Previous visualization form showing all six race/ethnicity groups. The nodes are much further from the center for all groups of women.

Too abstract!

As you can probably guess, the immediate feedback was that while it was visually appealing, gathering clear insights was difficult. I needed to go back to the drawing board a bit but had a few clear action items based on the feedback and priorities of the research team:

Integrate the job quality score as a continuous variable
Keep the crowding measure in its categorical form
De-prioritize the median job salary in the visual form
Add clear, on-screen labeling and legends
Remove the color black from the color palette as to avoid any connotation that there was a connection to the Black men/women groups

Finding inspiration from the data visualization community

At this point in the process, I was back to sketching in R but wasn’t able to integrate the action items with the same level of visual interest I desired. Thanksgiving break was approaching and I had just received my copy of Alberto Cairo’s latest book “The Art of Insight: How Great Visualization Designers Think”. During the break, while relaxing with my family, I dove into the amazing interviews, process details, and personal stories of data visualization practitioners I admire. In chapter 4, Cairo interviews data visualization artist and industry leader Nadieh Bremer. The chapter features her “Why do cats and dogs?” project, a collaboration with Alberto Cairo and Simon Rogers (among others), detailing how dog and cat owners Google search for information about their pets. Nadieh presents a playful analysis of top questions people Google search that begin with phrases like “why do cats/dogs”, “why does my cat/dog”, and related variations.

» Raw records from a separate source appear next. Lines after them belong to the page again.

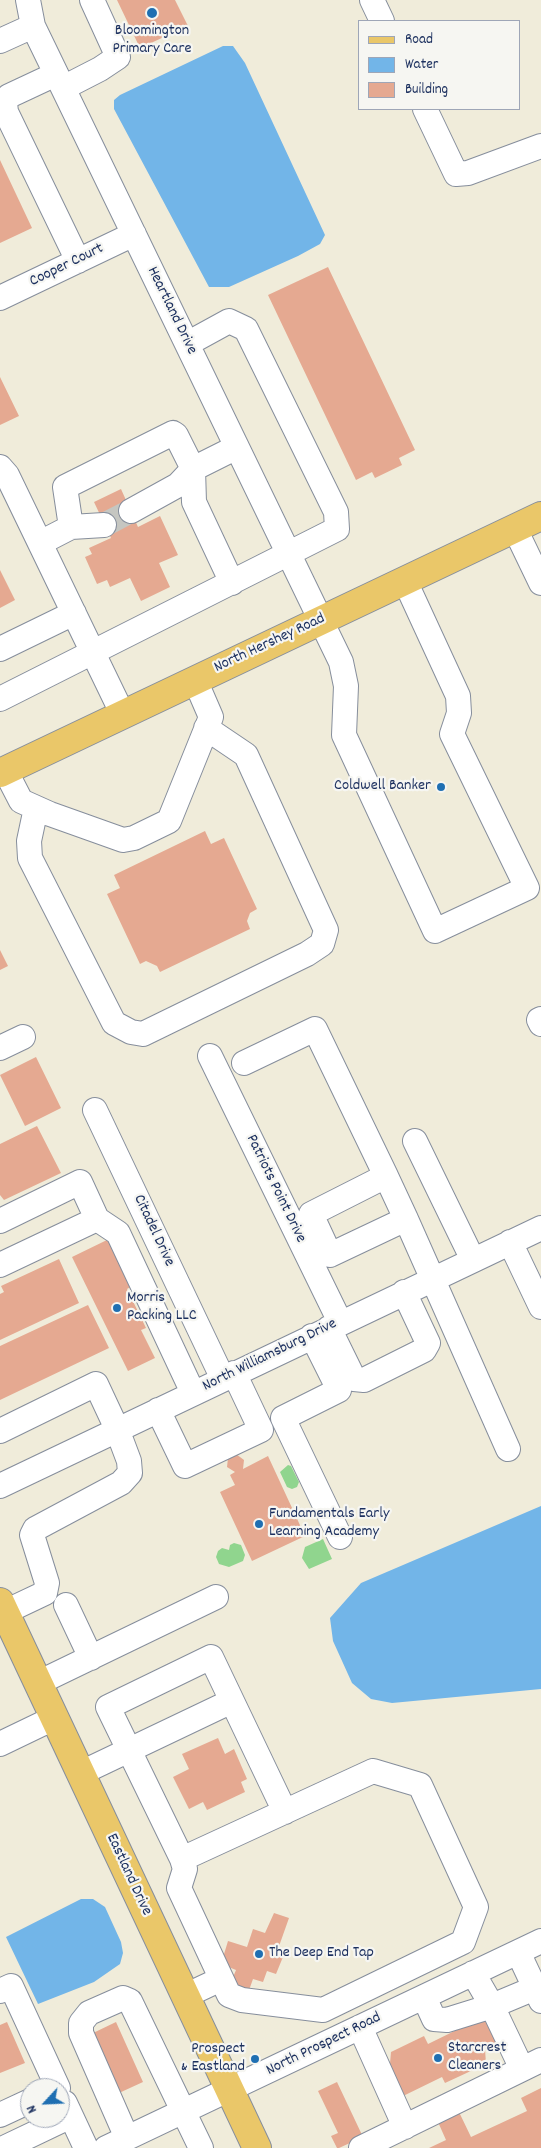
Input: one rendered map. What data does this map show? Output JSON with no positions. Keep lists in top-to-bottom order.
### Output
{
  "streets": {
    "main road": ["North Hershey Road", "Eastland Drive"],
    "street": [
      "Cooper Court",
      "Heartland Drive",
      "Patriots Point Drive",
      "Citadel Drive",
      "North Williamsburg Drive",
      "North Prospect Road"
    ]
  },
  "crossings": [
    ["Cooper Court", "Heartland Drive"],
    ["Heartland Drive", "North Hershey Road"],
    ["Patriots Point Drive", "North Williamsburg Drive"],
    ["Citadel Drive", "North Williamsburg Drive"],
    ["Eastland Drive", "North Prospect Road"]
  ],
  "places": [
    "Bloomington Primary Care",
    "Coldwell Banker",
    "Morris Packing LLC",
    "Fundamentals Early Learning Academy",
    "The Deep End Tap",
    "Starcrest Cleaners",
    "Prospect & Eastland"
  ],
  "legend": ["Road", "Water", "Building"],
  "north": "bottom left"
}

Screenshot of Nadieh Bremer's 'Why do cats and dogs?' project. Shows a radial visualization with two sides of analysis based on personalized and depersonalized searches.

Screenshot of Nadieh Bremer's 'Why do cats and dogs?' project. Shows a radial visualization of search popularity of cats vs. dogs by country.

I remember the feeling of excitement and inspiration I had when I saw the layout of the radial visualizations. “That’s it!” I thought, I could use a polar coordinate system to set the node’s angle based on job quality score, and its distance from the center based on the crowding variable. I quickly tested the layout in R and was thrilled with the initial results. I would condense the angles of the left and right sides to coincide with “above average” and “below average” quality scores. By keeping the node radius constant, I could reduce the amount of visual overwhelm while still making it clear which side featured more “crowded in” vs. “crowded out” occupations.

R-based plot of radial visualization with nodes positioned in polar coordinates according to their job quality measure.

Finalizing the visual form and page flow

My build team and research colleagues were excited about this solution. We discussed how users would interpret the visualization form and what we could do to help them get familiar with it. After another brainstorming meeting, we made a few adjustments together to enhance legibility:

The crowding variable needed inline labels to remind users of the meaning behind the color/position heuristics.
The “spokes” or job quality axis lines should revolve in ascending order from left to right.
Adding “below/above average quality” guides on the outside of the job quality will remind users of the meaning.

While the R-based solution was great for prototyping, this visualization would need to be built with D3.js and SvelteKit for full hover/click interactivity and animations for the scrollytelling section. Polar forces were not part of D3’s standard force simulations but thankfully Philippe Rivière from the Observable team created a custom implementation! This was a huge unlock to bringing this visualization to life and I’m very grateful for Philippe’s work.

Final D3.js visualization form. Shows the nodes in previous position with additional labels for inline context.

Now that the visualization form was finalized, I began planning the scrollytelling animation sequence and matching it to the draft narrative text.

Draft of scrollytelling narrative progression with screenshots and notes for each section.

My design colleague and I worked together to integrate this new visualization and scrollytelling sequence into the final version of the high-fidelity project mockup in Figma. The mockup matches the final product closely, with the exception of some minor visual adjustments made during and after the development process. I had everything I needed to enter the development phase of the project.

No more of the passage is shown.